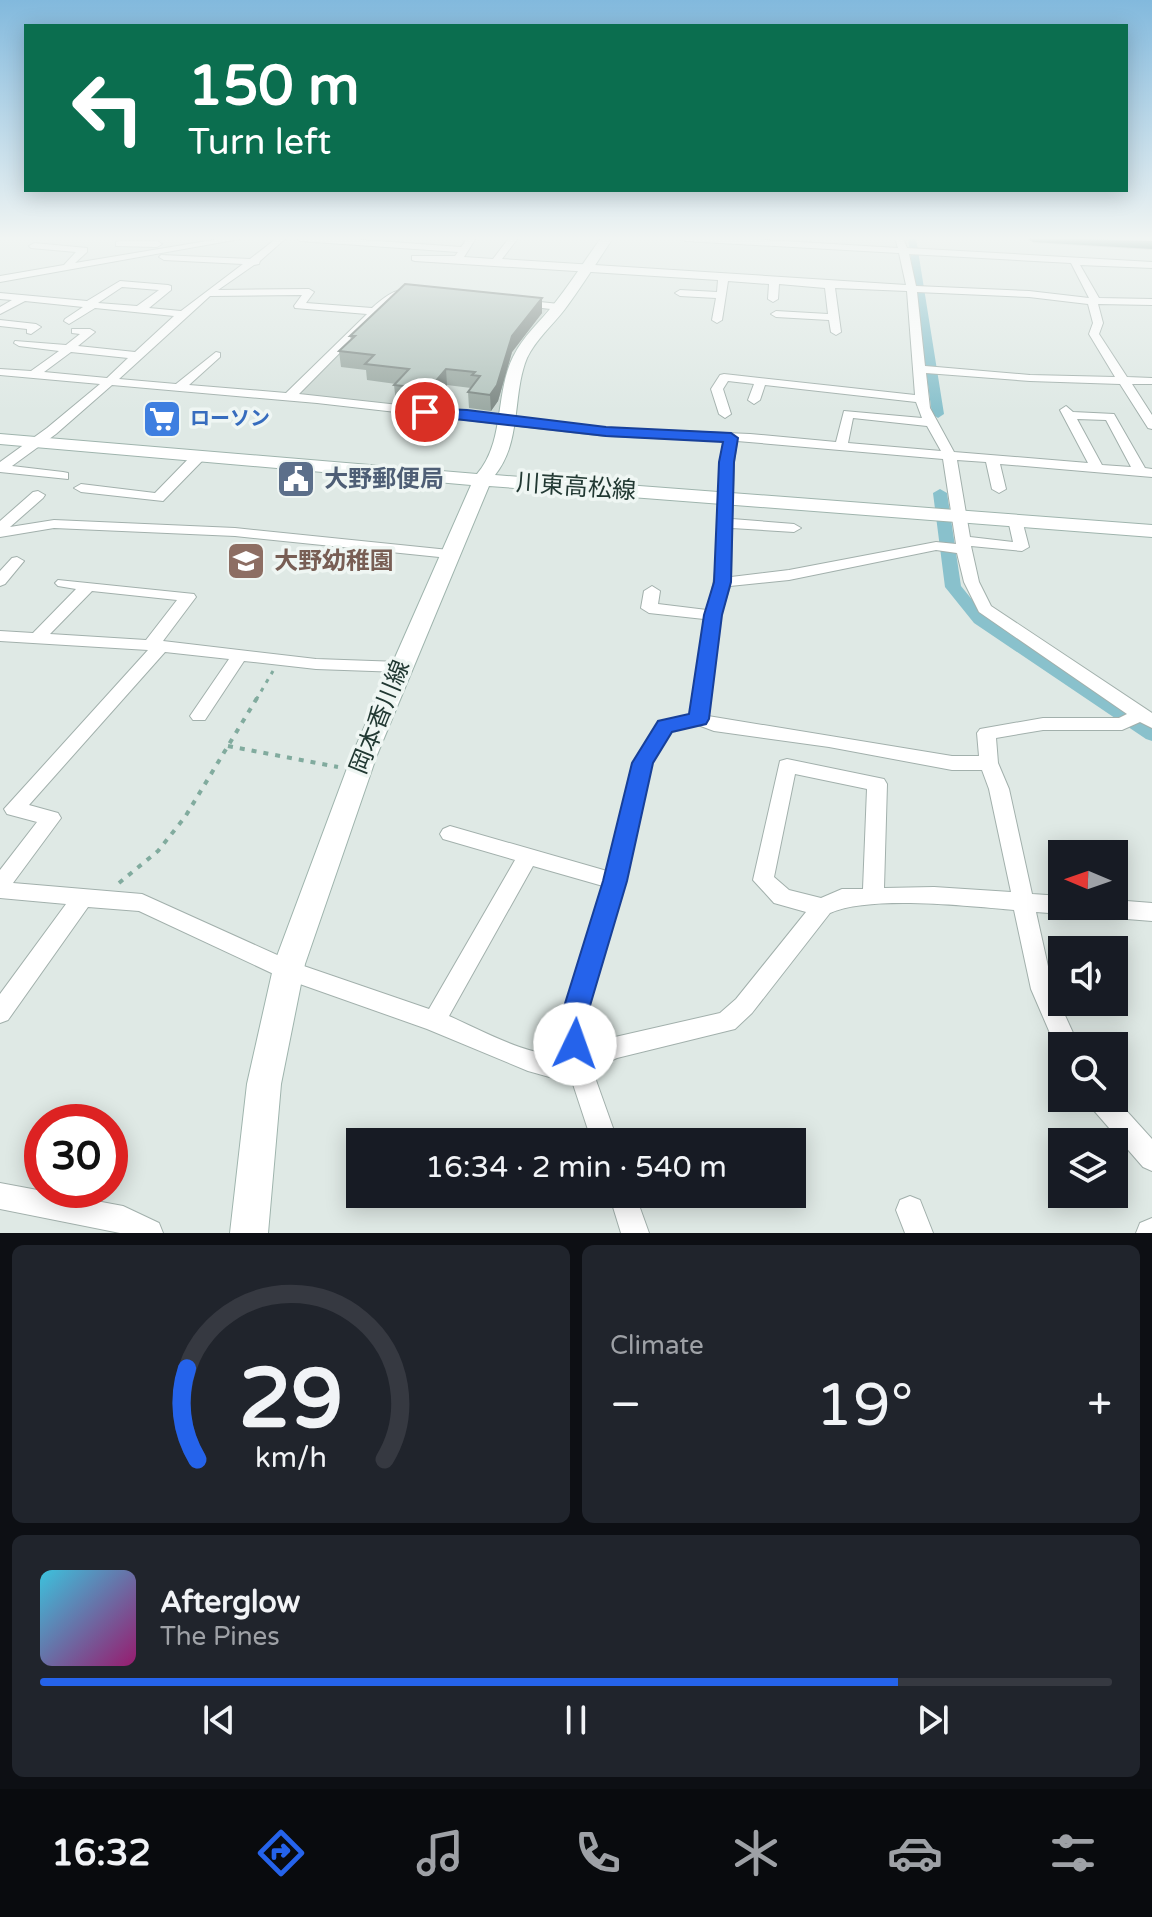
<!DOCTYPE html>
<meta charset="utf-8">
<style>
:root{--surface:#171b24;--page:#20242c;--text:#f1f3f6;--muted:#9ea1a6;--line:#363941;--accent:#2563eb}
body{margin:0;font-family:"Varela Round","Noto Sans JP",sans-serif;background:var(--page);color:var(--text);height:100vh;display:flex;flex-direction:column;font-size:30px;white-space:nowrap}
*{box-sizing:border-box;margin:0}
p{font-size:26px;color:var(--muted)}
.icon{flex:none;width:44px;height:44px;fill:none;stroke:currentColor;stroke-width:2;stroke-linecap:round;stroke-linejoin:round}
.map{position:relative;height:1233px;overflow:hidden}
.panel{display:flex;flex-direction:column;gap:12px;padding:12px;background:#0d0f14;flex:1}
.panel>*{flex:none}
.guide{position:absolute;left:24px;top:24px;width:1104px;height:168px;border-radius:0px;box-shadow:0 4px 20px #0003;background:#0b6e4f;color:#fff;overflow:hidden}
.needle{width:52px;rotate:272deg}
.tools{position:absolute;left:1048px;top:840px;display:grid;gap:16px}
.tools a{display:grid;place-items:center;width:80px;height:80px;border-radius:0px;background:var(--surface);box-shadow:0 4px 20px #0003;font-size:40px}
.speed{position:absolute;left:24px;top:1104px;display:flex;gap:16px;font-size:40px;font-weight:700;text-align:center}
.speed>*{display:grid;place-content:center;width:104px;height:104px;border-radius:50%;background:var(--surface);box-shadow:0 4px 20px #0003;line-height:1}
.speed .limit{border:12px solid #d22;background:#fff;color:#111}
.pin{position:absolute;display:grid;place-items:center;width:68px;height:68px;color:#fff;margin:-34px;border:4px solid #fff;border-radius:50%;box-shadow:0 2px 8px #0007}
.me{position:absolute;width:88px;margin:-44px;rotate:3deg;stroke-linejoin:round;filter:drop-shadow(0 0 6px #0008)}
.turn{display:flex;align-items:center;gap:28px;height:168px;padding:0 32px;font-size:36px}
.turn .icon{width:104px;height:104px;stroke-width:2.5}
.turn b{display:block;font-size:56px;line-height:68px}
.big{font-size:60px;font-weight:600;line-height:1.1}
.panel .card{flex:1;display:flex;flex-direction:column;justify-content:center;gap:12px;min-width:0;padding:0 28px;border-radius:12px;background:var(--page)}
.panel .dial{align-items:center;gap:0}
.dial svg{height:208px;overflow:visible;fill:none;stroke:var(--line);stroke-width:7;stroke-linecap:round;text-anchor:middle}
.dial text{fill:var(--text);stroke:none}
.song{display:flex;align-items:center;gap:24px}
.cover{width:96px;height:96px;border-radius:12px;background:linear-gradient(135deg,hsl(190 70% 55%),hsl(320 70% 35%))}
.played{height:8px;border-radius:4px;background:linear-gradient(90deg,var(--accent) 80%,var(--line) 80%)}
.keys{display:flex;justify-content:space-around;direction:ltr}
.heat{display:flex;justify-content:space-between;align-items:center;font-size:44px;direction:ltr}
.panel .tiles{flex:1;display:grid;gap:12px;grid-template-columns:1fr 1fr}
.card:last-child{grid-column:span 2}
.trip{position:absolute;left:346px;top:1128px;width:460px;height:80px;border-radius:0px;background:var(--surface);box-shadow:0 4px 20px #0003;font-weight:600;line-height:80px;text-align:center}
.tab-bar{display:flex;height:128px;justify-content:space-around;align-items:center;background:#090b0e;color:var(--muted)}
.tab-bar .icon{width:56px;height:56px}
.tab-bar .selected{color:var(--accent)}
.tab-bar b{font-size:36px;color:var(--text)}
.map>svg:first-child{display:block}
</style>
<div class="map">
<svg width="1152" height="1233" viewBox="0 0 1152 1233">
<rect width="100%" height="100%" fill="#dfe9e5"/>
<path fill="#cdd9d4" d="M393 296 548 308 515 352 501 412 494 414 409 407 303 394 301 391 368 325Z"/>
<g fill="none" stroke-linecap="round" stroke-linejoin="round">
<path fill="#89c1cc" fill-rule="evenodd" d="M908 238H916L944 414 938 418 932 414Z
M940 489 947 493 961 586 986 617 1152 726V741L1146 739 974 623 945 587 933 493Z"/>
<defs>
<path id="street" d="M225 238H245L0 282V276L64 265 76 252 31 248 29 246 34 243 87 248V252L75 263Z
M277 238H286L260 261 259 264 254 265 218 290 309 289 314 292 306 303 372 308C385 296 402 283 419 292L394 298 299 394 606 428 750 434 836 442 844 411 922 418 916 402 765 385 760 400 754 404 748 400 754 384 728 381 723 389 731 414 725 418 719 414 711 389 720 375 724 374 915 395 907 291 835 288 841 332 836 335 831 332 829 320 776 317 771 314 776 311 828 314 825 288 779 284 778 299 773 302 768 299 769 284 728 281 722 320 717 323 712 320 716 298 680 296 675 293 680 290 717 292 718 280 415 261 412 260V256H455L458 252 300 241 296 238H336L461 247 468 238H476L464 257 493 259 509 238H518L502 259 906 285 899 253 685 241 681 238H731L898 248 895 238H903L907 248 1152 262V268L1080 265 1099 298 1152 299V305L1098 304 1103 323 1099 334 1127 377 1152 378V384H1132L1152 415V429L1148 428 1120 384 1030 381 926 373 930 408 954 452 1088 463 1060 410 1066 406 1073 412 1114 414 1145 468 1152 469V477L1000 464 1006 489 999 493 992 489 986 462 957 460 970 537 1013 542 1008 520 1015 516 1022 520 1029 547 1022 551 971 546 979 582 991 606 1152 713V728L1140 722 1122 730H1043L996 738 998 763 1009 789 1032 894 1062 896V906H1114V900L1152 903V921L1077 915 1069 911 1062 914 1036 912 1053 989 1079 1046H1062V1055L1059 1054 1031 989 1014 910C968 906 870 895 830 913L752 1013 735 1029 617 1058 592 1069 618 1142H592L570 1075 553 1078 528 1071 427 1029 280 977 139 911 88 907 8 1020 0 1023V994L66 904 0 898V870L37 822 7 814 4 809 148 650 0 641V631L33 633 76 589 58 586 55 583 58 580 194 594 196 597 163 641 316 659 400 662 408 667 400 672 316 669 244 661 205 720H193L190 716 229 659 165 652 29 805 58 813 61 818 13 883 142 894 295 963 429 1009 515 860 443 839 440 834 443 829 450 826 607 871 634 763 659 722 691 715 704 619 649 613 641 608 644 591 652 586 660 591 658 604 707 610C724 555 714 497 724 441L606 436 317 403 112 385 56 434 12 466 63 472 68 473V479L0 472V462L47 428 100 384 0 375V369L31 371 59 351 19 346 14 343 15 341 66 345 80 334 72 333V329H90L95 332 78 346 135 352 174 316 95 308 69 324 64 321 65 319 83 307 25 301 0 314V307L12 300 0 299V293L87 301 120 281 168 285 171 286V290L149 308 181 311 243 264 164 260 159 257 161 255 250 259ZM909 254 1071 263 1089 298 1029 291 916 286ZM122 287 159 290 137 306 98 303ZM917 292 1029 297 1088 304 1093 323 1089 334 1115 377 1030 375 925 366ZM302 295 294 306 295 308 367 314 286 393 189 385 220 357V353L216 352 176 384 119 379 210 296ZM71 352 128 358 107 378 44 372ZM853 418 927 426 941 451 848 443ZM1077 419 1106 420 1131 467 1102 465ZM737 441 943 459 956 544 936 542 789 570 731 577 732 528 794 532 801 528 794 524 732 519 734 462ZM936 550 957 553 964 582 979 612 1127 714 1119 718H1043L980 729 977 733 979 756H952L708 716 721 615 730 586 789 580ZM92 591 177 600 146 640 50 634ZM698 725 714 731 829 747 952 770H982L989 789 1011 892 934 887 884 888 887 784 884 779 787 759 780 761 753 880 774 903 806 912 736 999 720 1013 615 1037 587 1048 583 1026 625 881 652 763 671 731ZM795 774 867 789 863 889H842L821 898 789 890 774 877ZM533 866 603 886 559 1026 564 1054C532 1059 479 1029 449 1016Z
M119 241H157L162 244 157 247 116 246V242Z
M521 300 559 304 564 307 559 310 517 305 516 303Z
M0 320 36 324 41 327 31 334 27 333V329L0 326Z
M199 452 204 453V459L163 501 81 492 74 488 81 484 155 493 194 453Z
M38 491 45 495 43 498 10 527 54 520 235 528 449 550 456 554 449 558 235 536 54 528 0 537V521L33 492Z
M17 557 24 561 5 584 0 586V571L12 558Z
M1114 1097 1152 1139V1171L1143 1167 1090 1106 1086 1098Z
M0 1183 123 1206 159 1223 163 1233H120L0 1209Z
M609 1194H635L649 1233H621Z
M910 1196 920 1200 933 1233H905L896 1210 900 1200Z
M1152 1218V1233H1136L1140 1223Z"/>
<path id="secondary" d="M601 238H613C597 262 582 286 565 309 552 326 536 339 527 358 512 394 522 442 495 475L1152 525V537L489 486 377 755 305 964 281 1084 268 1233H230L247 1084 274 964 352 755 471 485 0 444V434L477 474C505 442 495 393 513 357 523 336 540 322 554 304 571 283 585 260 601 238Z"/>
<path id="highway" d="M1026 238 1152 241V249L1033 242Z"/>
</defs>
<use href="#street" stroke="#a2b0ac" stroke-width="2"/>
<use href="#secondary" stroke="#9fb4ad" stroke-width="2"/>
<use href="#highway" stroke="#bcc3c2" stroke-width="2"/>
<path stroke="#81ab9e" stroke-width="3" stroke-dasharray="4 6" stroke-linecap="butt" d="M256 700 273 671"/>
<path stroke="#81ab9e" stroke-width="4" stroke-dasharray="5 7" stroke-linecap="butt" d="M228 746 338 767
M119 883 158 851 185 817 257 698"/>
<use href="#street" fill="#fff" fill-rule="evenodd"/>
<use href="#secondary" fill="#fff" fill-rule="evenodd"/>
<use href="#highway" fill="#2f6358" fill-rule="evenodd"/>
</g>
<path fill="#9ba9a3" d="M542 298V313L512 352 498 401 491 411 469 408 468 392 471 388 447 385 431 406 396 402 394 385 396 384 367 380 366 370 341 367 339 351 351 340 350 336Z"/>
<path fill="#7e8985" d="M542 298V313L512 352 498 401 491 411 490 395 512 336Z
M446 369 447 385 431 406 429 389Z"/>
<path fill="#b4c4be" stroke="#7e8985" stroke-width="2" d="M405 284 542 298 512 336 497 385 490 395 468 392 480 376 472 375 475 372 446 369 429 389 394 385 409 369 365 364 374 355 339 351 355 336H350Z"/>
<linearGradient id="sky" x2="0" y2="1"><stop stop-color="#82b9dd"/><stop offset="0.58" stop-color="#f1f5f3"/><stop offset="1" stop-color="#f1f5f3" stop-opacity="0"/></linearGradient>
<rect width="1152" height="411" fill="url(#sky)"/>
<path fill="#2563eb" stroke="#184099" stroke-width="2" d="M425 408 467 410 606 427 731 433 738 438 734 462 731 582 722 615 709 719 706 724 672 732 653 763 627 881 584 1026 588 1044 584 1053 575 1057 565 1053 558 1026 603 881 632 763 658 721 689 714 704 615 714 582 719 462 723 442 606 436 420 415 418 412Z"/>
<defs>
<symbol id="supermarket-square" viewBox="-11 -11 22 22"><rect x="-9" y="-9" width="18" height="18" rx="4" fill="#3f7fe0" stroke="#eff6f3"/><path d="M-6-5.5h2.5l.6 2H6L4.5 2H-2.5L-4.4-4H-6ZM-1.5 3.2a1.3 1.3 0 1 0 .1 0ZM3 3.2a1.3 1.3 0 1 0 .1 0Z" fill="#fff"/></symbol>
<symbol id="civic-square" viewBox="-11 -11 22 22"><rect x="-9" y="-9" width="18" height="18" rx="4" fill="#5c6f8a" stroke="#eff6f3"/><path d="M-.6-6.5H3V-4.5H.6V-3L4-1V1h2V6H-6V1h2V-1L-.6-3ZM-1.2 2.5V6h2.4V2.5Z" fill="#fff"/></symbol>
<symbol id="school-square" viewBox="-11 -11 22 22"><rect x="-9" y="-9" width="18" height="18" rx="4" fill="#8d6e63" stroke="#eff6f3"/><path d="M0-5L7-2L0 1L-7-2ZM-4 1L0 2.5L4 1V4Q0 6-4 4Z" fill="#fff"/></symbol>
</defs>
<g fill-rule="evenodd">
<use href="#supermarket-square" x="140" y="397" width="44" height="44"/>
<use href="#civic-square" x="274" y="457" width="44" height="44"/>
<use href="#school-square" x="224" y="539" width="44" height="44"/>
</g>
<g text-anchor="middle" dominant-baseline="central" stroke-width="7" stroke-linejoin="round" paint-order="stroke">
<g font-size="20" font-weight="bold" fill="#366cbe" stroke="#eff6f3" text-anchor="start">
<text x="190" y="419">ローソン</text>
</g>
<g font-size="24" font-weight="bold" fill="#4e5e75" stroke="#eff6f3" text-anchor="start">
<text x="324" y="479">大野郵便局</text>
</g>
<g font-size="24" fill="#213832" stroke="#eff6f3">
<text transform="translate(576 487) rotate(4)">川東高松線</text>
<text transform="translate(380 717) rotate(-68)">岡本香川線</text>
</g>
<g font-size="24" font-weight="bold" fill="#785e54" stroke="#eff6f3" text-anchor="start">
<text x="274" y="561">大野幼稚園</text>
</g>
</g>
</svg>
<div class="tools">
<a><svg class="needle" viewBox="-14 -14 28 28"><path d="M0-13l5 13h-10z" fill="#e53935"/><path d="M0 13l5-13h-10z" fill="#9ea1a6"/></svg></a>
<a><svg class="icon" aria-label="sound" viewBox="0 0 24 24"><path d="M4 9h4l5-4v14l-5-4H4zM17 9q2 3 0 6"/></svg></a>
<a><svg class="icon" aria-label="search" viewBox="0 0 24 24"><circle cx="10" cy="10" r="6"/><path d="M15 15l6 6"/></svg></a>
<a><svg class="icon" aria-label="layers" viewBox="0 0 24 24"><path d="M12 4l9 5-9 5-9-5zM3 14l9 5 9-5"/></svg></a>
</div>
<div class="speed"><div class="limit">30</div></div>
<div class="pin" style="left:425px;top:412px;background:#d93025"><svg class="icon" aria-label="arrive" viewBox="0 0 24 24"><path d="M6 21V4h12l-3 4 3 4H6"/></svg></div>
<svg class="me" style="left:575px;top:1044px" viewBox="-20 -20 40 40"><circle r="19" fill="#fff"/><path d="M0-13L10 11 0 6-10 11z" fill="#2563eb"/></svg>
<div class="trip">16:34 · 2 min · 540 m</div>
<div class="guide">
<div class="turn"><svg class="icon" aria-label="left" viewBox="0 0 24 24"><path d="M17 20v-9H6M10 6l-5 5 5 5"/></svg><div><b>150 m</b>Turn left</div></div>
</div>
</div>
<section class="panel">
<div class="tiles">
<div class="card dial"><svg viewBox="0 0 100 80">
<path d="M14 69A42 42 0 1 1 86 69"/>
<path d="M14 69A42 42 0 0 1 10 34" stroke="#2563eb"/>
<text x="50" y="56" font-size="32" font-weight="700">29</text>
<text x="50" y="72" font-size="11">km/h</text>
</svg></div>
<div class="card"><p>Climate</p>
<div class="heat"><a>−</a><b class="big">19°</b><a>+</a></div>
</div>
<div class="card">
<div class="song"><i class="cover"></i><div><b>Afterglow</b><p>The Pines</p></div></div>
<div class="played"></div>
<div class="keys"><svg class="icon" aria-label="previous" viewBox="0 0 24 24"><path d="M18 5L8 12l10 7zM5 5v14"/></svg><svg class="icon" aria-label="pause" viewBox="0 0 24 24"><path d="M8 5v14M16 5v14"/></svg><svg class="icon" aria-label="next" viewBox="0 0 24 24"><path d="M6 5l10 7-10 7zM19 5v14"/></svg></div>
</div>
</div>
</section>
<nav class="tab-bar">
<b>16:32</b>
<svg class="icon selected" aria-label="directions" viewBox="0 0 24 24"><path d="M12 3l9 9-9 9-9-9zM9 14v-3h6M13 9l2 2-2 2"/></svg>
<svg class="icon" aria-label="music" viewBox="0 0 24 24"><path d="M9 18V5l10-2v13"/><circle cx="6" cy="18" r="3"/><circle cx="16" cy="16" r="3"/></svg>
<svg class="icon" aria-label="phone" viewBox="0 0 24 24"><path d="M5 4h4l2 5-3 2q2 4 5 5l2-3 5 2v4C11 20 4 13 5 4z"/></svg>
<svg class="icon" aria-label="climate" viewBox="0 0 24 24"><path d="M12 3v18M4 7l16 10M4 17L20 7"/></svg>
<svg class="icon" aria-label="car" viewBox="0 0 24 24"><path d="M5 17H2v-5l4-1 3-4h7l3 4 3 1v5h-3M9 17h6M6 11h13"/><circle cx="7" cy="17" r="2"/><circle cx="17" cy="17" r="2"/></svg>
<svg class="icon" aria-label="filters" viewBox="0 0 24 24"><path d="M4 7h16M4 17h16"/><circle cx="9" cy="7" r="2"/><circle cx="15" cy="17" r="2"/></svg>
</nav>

:::

EXERCISE AIM = Would you tally the lines above that include "song" and reply with only the total?

EXERCISE RESPONSE = 2